Wear tests were performed on a multi-functional friction and wear tester. The wear scars on the sample surfaces were analyzed using a metallographic microscope,scanning electron microscope (SEM),and white light interferometer. A ball-on-disc contact configuration was used.By analyzing the friction coefficient (COF),X-directional force (FX),and wear morphology,the wear morphology and wear mechanism transitions of 8Cr4Mo4V steel under different experimental conditions were revealed. The results showed that the two ceramic balls caused no abrasive wear on the sample surfaces,only slight wearat 1 800 MPa contact stress under oil lubrication. The dominant wear mechanism was adhesive wear. The domestic ceramic ball pair exhibited the lowest COF and FX values,while the homogeneous steel ball pair exhibited the highest. Under grease lubrication,grooves of varying depths appeared on the sample surfaces for all three pairs. The wear mechanism changed to abrasive wear. However,the ceramic balls showed only slight surface wear. The steel ball pair had the highest COF. The imported ceramic ball pair had the lowest COF and FX values. A large amount of debris caused significant COF fluctuations.

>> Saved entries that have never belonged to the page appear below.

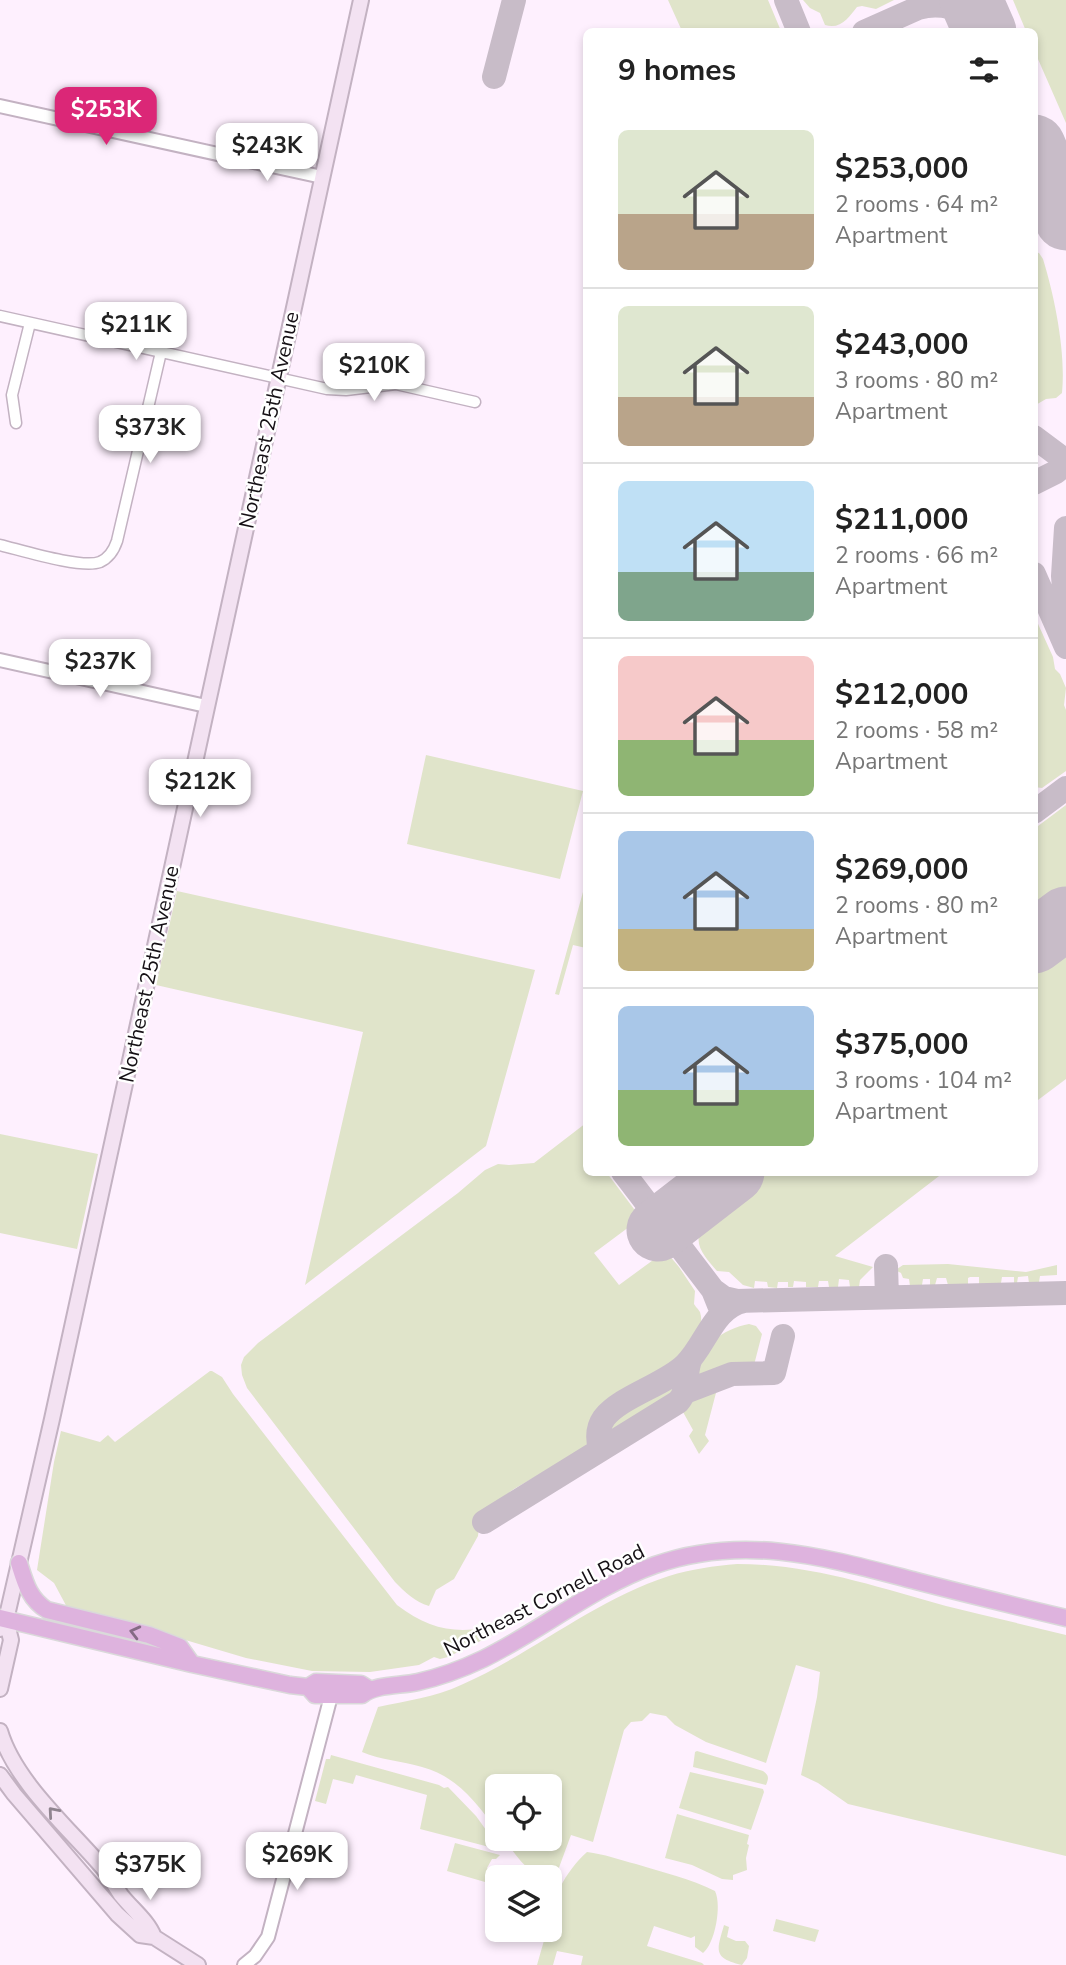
<!DOCTYPE html>
<html lang="en">
<head>
<meta charset="utf-8">
<style>
	:root { --surface:#fff; --page:#f6f6f6; --text:#222; --muted:#767676; --line:#e0e0e0; --accent:#db2777 }
	body { margin:0; font-family:"Nunito Sans",sans-serif; background:var(--page); color:var(--text); height:100vh; display:flex; flex-direction:column; font-size:26px; white-space:nowrap }
	* { box-sizing:border-box; margin:0 }
	p { font-size:23px; color:var(--muted) }
	.icon { flex:none; width:38px; height:38px; fill:none; stroke:currentColor; stroke-width:2; stroke-linecap:round; stroke-linejoin:round }
	.map { position:relative; flex:1; overflow:hidden }
	.panel { position:absolute; left:583px; top:28px; width:455px; height:1148px; display:flex; flex-direction:column; background:var(--surface); border-radius:10px; box-shadow:0 4px 10px #0003 }
	.panel>* { flex:none }
	.tools { position:absolute; left:485px; top:1774px; display:grid; gap:14px }
	.tools a { display:grid; place-items:center; width:77px; height:77px; border-radius:10px; background:var(--surface); box-shadow:0 4px 10px #0003; font-size:35px }
	.price { position:absolute; translate:-50% -60px; padding:0 16px; border-radius:14px; background:#fff; color:#222; font-size:23px; line-height:46px; filter:drop-shadow(0 2px 4px #0008) }
	.price::after { content:''; position:absolute; left:50%; top:42px; width:21px; height:16px; margin-left:-10px; background:inherit; clip-path:polygon(0 0,100% 0,50% 100%) }
	.price.active { background:var(--accent); color:#fff }
	ul { padding:0; list-style:none }
	li { display:flex; align-items:center; gap:21px; height:175px; padding:0 35px }
	li+li { border-top:2px solid var(--line) }
	li span { display:grid; place-items:center; flex:none; width:196px; height:140px; border-radius:10px; color:#555 }
	li>.icon { margin-inline-start:auto }
	span .icon { width:84px; height:84px; fill:#fffc; stroke-width:1 }
	li b { font-size:30px }
	h2 { display:flex; justify-content:space-between; align-items:center; height:84px; padding:0 35px; font-size:30px }
	.map>svg:first-child { display:block }
	.green { fill:#e0e4ca }
	.lines { fill:none; stroke-linecap:round; stroke-linejoin:round }
	.taxiway { stroke:#c8bcc8; stroke-width:24 }
	.runway { stroke:#c8bcc8; stroke-width:63 }
	.minor-casing { stroke:#c3b2c2; stroke-width:13 }
	.tertiary-casing { stroke:#c3b2c2; stroke-width:16 }
	.secondary-casing { stroke:#c3b2c2; stroke-width:18 }
	.trunk-casing { stroke:#dad9da; stroke-width:19 }
	.minor { stroke:#fff; stroke-width:10 }
	.tertiary { stroke:#fff; stroke-width:12 }
	.secondary { stroke:#f3e2f2; stroke-width:14 }
	.trunk { stroke:#deb3de; stroke-width:16 }
	.oneway { stroke:#846a84 }
	.oneway2 { stroke:#8f848f }
	.labels { text-anchor:middle; stroke-width:5; stroke-linejoin:round; paint-order:stroke }
	.street-label { font-size:21px; fill:#151015; stroke:#fff }
</style>
</head>
<body>
<div class="map">
<svg width="1066" height="1965" viewBox="0 0 1066 1965">
	<rect width="100%" height="100%" fill="#fef0fe"/>
	<!-- green -->
	<path class="green" d="M668 0H768L781 31H682Z
		M803 0H894L876 9 862 6 857 7C849 17 841 30 825 25L820 13 810 8Z
		M1013 0H1066V123L1034 50V32L1026 31Z
		M1034 252 1039 253 1043 259C1055 298 1066 353 1062 393L1056 398 1046 399 1034 406Z
		M1034 615 1053 657 1055 669 1060 674 1066 688 1064 705 1066 710V771L1042 788 1034 787Z
		M426 755 583 791 560 879 407 844Z
		M1066 805V890L1034 915V829Z
		M586 881V948L573 945 559 995 555 994Z
		M177 891 535 970 486 1146 305 1285 363 1032 156 985Z
		M1066 945V1079L1034 1103V969Z
		M586 1123V1172L607 1173 637 1213 633 1224 594 1253 619 1285 660 1255H669L679 1267 695 1291 694 1304C695 1306 699 1310 700 1312 706 1330 689 1355 676 1365 655 1383 628 1392 605 1408 594 1422 594 1435 585 1448L514 1489 489 1507 480 1517 478 1536 454 1579 436 1590 429 1606C415 1602 405 1592 395 1582L247 1388 242 1375 241 1365 244 1357 258 1343 458 1193 485 1170 498 1164 509 1165 534 1163Z
		M0 1134 98 1154 77 1249 0 1233Z
		M767 1172H943V1173L835 1256 873 1267 860 1280 859 1287H850L849 1280 839 1279 838 1287H829L828 1281H819L818 1287H806V1282L794 1281 793 1287H788V1282H778L777 1288 768 1287 767 1282 755 1281 754 1288 743 1285 729 1272 717 1271C706 1258 690 1242 704 1227L714 1225 719 1209Z
		M948 1264 1026 1272 1057 1265V1275L1040 1276 1039 1282 1029 1283 1028 1276 1018 1277 1017 1283H1014V1277H1002L1001 1283 979 1284V1277H970L968 1278V1284L948 1285 946 1278H937L935 1285H930V1279H923L922 1285 910 1286 909 1279 903 1278 901 1273 897 1271V1269L903 1265Z
		M749 1324 756 1326 762 1334 754 1365 730 1367 697 1380 694 1379C692 1350 724 1328 749 1324Z
		M210 1371H212L222 1377 233 1394 397 1605C432 1632 461 1635 503 1624L509 1627 448 1657 440 1659 434 1657 419 1665 370 1672 312 1671 246 1658 155 1631 69 1611 54 1583 37 1570 54 1462 61 1431 100 1442 108 1435 115 1442Z
		M677 1377V1387L672 1396 603 1438 606 1426 614 1416Z
		M718 1386H720L717 1389 705 1435 709 1441 699 1454 689 1436 693 1430 683 1412C689 1396 703 1392 718 1386Z
		M737 1564C810 1564 877 1587 946 1606 986 1616 1026 1625 1066 1635V1856L848 1804 818 1783 801 1775 817 1697 820 1672 796 1665 766 1763 706 1742 675 1725 666 1716 650 1713 642 1721 631 1722 624 1730 593 1842 571 1835 557 1873C533 1884 517 1856 504 1839H550V1787H497V1830C475 1802 458 1777 422 1767 402 1761 381 1760 362 1752L378 1707C406 1701 435 1697 461 1685 532 1654 594 1600 669 1576 691 1569 714 1566 737 1564Z
		M697 1751 763 1771C769 1775 769 1778 766 1785L693 1767 695 1752Z
		M331 1755 439 1785 444 1788 448 1787 476 1816 499 1848 497 1849 420 1829 427 1795 356 1775 353 1784 333 1779 326 1804 315 1801 326 1759H330Z
		M690 1772 763 1789 764 1792 751 1830 679 1808Z
		M677 1814 749 1835 747 1844 749 1845 746 1858 747 1870 733 1875V1880L722 1879 692 1865 665 1858Z
		M455 1843 500 1855 496 1859H492L487 1868 491 1872 497 1873C494 1878 491 1882 485 1882L447 1871Z
		M587 1852C604 1854 620 1860 636 1864 662 1872 691 1879 715 1891 722 1905 715 1944 703 1953L695 1947V1936L691 1938 654 1926 647 1946 702 1963 704 1965H581L583 1956 557 1951 553 1965H537L547 1930H550C550 1900 565 1872 587 1852Z
		M776 1919 819 1930 815 1942 773 1931Z
		M724 1925 729 1927 727 1937 736 1941H745L749 1946 747 1958 742 1965C712 1958 717 1950 724 1925Z"/>
	<g class="lines">
		<!-- taxiway -->
		<path class="taxiway" d="M786 0 799 32
			M918 8C942 1 958 9 979 20
			M864 32 918 8 930 0
			M494 77 514 0
			M1034 437 1066 461
			M1034 483 1056 472 1066 464
			M1066 528 1063 576 1066 612
			M1034 574 1066 647
			M1034 812 1066 788
			M623 1172 713 1290 719 1305
			M886 1266 887 1297
			M713 1290 724 1298 737 1301 1066 1293
			M685 1392 732 1374 774 1373 783 1336
			M600 1449C597 1438 597 1428 604 1418 621 1396 667 1384 686 1364 706 1344 714 1307 744 1301
			M484 1522 678 1402C690 1389 684 1373 691 1358"/>
		<!-- runway -->
		<path class="runway" d="M971 0 985 32
			M1034 146 1066 219
			M1034 942 1066 918
			M658 1230 733 1172"/>
		<defs>
			<path id="minor" d="M0 316 327 389 346 390 396 384 475 402
				M16 423 12 395 30 323
				M0 545C21 550 81 569 100 562 109 558 114 550 117 541L161 352"/>
			<path id="tertiary" d="M0 106 322 177
				M0 660 206 706
				M244 1965 255 1956 268 1937 331 1696"/>
			<path id="secondary" d="M0 1629 6 1620 52 1419 361 0
				M0 1689 11 1640 6 1620
				M0 1731C15 1782 69 1828 103 1868 110 1877 115 1886 121 1895 132 1909 148 1921 154 1937
				M0 1775 14 1794 117 1914 140 1935 154 1937 198 1965"/>
			<path id="trunk" d="M19 1563C25 1582 29 1599 47 1610L149 1635 180 1647 192 1664
				M0 1618 192 1664 290 1685 308 1687 316 1682 361 1684 369 1689
				M308 1687 315 1695H362C375 1684 401 1686 418 1682 440 1677 462 1669 483 1659 542 1630 593 1587 655 1565 745 1533 828 1558 916 1581 966 1594 1016 1606 1066 1618"/>
		</defs>
		<!-- minor casing -->
		<use href="#minor" class="minor-casing"/>
		<!-- tertiary casing -->
		<use href="#tertiary" class="tertiary-casing"/>
		<!-- secondary casing -->
		<use href="#secondary" class="secondary-casing"/>
		<!-- trunk casing -->
		<use href="#trunk" class="trunk-casing"/>
		<!-- minor -->
		<use href="#minor" class="minor"/>
		<!-- tertiary -->
		<use href="#tertiary" class="tertiary"/>
		<!-- secondary -->
		<use href="#secondary" class="secondary"/>
		<!-- trunk -->
		<use href="#trunk" class="trunk"/>
	</g>
	<!-- one-way arrows -->
	<defs><path id="oneway-chevron" d="M-2-3.5L2.5 0L-2 3.5" fill="none" stroke-width="1.6" stroke-linecap="round" stroke-linejoin="round" transform="scale(1.75)"/></defs>
	<use class="oneway" href="#oneway-chevron" transform="translate(135 1632) rotate(-166)"/>
	<use class="oneway2" href="#oneway-chevron" transform="translate(53 1812) rotate(-131)"/>
	<g class="labels">
		<!-- street labels -->
		<g class="street-label">
			<text transform="translate(269 420) rotate(-78)" y="7">Northeast 25th Avenue</text>
			<text transform="translate(149 974) rotate(-78)" y="7">Northeast 25th Avenue</text>
			<text transform="translate(544 1600) rotate(-27)" y="7">Northeast Cornell Road</text>
		</g>
	</g>
</svg>
<div class="tools">
<a><svg class="icon" aria-label="locate" viewBox="0 0 24 24"><circle cx="12" cy="12" r="6"/><path d="M12 2v4M12 18v4M2 12h4M18 12h4"/></svg></a>
<a><svg class="icon" aria-label="layers" viewBox="0 0 24 24"><path d="M12 4l9 5-9 5-9-5zM3 14l9 5 9-5"/></svg></a>
</div>
<b class="price active" style="left:106px;top:147px">$253K</b>
<b class="price" style="left:267px;top:183px">$243K</b>
<b class="price" style="left:136px;top:362px">$211K</b>
<b class="price" style="left:374px;top:403px">$210K</b>
<b class="price" style="left:150px;top:465px">$373K</b>
<b class="price" style="left:100px;top:699px">$237K</b>
<b class="price" style="left:200px;top:819px">$212K</b>
<b class="price" style="left:297px;top:1892px">$269K</b>
<b class="price" style="left:150px;top:1902px">$375K</b>
<section class="panel">
<h2>9 homes<svg class="icon" aria-label="filters" viewBox="0 0 24 24"><path d="M4 7h16M4 17h16"/><circle cx="9" cy="7" r="2"/><circle cx="15" cy="17" r="2"/></svg></h2>
<ul>
<li><span style="background:linear-gradient(#dfe7d0 60%,#b9a48a 0)"><svg class="icon" aria-label="home" viewBox="0 0 24 24"><path d="M3 11l9-7 9 7M6 9v11h12V9"/></svg></span><div><b>$253,000</b><p>2 rooms · 64 m²</p><p>Apartment</p></div></li>
<li><span style="background:linear-gradient(#dfe7d0 65%,#b9a48a 0)"><svg class="icon" aria-label="home" viewBox="0 0 24 24"><path d="M3 11l9-7 9 7M6 9v11h12V9"/></svg></span><div><b>$243,000</b><p>3 rooms · 80 m²</p><p>Apartment</p></div></li>
<li><span style="background:linear-gradient(#bfe0f5 65%,#7fa58c 0)"><svg class="icon" aria-label="home" viewBox="0 0 24 24"><path d="M3 11l9-7 9 7M6 9v11h12V9"/></svg></span><div><b>$211,000</b><p>2 rooms · 66 m²</p><p>Apartment</p></div></li>
<li><span style="background:linear-gradient(#f6c9c9 60%,#8fb573 0)"><svg class="icon" aria-label="home" viewBox="0 0 24 24"><path d="M3 11l9-7 9 7M6 9v11h12V9"/></svg></span><div><b>$212,000</b><p>2 rooms · 58 m²</p><p>Apartment</p></div></li>
<li><span style="background:linear-gradient(#a9c7e8 70%,#c2b280 0)"><svg class="icon" aria-label="home" viewBox="0 0 24 24"><path d="M3 11l9-7 9 7M6 9v11h12V9"/></svg></span><div><b>$269,000</b><p>2 rooms · 80 m²</p><p>Apartment</p></div></li>
<li><span style="background:linear-gradient(#a9c7e8 60%,#8fb573 0)"><svg class="icon" aria-label="home" viewBox="0 0 24 24"><path d="M3 11l9-7 9 7M6 9v11h12V9"/></svg></span><div><b>$375,000</b><p>3 rooms · 104 m²</p><p>Apartment</p></div></li>
</ul>
</section>
</div>
</body>
</html>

At 2400 MPa contact stress under oil lubrication,the wear mechanisms for the domestic ceramic ball and steel ball pairs were mainly abrasive wear. The imported ceramic ball pair also showed abrasive wear characteristics. Under grease lubrication,the surfaces worn by the steel balls showed wider and deeper grooves,indicating intensified abrasive wear. The two ceramic ball pairs exhibited only slight adhesive wear. The imported ceramic ball pair still exhibited the lowest COF and FX values under both lubrication conditions at high contact stress. The “domestic/imported ceramic ball-steel” heterogeneous pairs were more effective in reducing wear and COF than the “steel ball-steel” homogeneous pair under oil and grease lubrication at low contact stress. However,this gap between different materials gradually narrowed at 2 400 MPa contact stress. At 2 400 MPa high contact stress,lubricating oil was easily squeezed out of the contact area. This resulted in a boundary lubrication state and intensified direct contact and cutting effects between micro-asperities. In contrast,grease maintained its lubricating film under high contact stress due to its excellent adhesion and film-forming ability. This reduced the direct contact area,leading to more stable tribological properties and lower FX values.